**What you have to do**
Every line with the string "names" should be copied from the data.

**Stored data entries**
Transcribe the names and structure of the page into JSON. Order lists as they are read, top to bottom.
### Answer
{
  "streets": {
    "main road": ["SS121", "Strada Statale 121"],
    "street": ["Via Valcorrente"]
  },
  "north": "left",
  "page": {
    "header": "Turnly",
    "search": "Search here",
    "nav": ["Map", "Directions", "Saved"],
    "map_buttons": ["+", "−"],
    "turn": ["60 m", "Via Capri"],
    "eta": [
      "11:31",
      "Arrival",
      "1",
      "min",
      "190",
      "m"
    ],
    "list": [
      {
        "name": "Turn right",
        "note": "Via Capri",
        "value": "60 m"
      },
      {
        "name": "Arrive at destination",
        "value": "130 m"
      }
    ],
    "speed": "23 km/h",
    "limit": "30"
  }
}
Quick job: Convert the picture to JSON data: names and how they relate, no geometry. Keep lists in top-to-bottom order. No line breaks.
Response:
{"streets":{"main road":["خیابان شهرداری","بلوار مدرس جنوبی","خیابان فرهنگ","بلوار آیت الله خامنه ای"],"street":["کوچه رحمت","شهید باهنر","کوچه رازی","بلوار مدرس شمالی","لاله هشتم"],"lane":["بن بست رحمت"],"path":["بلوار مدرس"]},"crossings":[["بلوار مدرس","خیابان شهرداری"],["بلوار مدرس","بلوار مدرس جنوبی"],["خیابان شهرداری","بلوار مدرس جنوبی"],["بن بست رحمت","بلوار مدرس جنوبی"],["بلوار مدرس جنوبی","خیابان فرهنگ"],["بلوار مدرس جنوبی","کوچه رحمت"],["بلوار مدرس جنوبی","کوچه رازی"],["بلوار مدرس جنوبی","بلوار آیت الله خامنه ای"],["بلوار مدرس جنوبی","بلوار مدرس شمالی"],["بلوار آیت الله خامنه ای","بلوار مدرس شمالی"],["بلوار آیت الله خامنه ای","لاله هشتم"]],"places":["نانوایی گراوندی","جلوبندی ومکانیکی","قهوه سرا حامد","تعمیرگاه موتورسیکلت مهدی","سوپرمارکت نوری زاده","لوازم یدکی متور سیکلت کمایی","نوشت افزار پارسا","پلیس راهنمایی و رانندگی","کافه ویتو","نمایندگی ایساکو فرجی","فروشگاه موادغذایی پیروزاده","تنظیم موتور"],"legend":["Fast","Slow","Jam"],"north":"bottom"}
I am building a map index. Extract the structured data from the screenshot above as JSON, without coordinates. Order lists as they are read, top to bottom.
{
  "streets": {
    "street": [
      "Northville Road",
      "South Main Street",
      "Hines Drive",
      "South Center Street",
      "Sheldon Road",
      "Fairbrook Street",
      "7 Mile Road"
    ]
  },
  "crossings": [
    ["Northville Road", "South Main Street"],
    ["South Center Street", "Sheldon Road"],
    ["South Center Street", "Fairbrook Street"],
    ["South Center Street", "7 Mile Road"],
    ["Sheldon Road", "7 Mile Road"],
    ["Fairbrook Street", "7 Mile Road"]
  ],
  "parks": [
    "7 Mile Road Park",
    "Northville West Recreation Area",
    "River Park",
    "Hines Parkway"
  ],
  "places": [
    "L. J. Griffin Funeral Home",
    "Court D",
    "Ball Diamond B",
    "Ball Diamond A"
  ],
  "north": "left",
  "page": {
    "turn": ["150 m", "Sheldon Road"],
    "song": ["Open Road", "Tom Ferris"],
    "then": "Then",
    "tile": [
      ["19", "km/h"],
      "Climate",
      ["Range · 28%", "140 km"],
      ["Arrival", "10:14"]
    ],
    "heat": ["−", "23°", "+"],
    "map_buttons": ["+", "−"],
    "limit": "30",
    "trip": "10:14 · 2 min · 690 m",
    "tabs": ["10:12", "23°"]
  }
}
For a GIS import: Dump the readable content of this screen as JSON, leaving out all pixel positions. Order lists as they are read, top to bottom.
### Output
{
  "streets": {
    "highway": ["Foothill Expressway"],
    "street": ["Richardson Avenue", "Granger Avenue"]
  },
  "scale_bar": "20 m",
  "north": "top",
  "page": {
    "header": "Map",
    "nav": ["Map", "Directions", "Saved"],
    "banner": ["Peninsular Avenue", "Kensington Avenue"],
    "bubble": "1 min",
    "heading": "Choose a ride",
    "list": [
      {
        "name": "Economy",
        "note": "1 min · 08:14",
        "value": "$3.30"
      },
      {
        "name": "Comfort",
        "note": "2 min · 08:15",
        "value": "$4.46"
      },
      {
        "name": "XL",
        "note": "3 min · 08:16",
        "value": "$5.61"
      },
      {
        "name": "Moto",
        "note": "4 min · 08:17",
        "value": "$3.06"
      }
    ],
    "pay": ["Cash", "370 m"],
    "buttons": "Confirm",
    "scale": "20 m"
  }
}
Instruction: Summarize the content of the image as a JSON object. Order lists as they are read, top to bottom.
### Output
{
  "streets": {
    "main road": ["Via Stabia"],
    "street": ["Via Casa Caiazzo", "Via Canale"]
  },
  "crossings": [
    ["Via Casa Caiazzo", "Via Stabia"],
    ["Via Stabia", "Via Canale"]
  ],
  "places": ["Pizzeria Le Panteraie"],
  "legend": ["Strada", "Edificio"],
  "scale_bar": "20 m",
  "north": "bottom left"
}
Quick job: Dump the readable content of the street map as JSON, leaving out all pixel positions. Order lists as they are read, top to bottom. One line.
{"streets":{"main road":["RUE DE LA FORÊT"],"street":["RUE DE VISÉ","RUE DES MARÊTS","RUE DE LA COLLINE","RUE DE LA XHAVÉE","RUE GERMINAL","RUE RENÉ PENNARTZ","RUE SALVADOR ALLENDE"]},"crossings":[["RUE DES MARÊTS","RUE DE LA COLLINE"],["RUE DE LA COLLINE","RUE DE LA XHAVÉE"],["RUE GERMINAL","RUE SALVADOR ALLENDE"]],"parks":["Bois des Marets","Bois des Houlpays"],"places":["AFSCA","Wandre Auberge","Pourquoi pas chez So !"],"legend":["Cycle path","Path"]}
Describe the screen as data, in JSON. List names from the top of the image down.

**Output**
Transcribe the names and structure of the page into JSON. Order lists as they are read, top to bottom.
Quick job: Convert the picture to JSON data: names and how they relate, no geometry. Keep lists in top-to-bottom order. No line breaks.
Describe the screen as data, in JSON. List names from the top of the image down.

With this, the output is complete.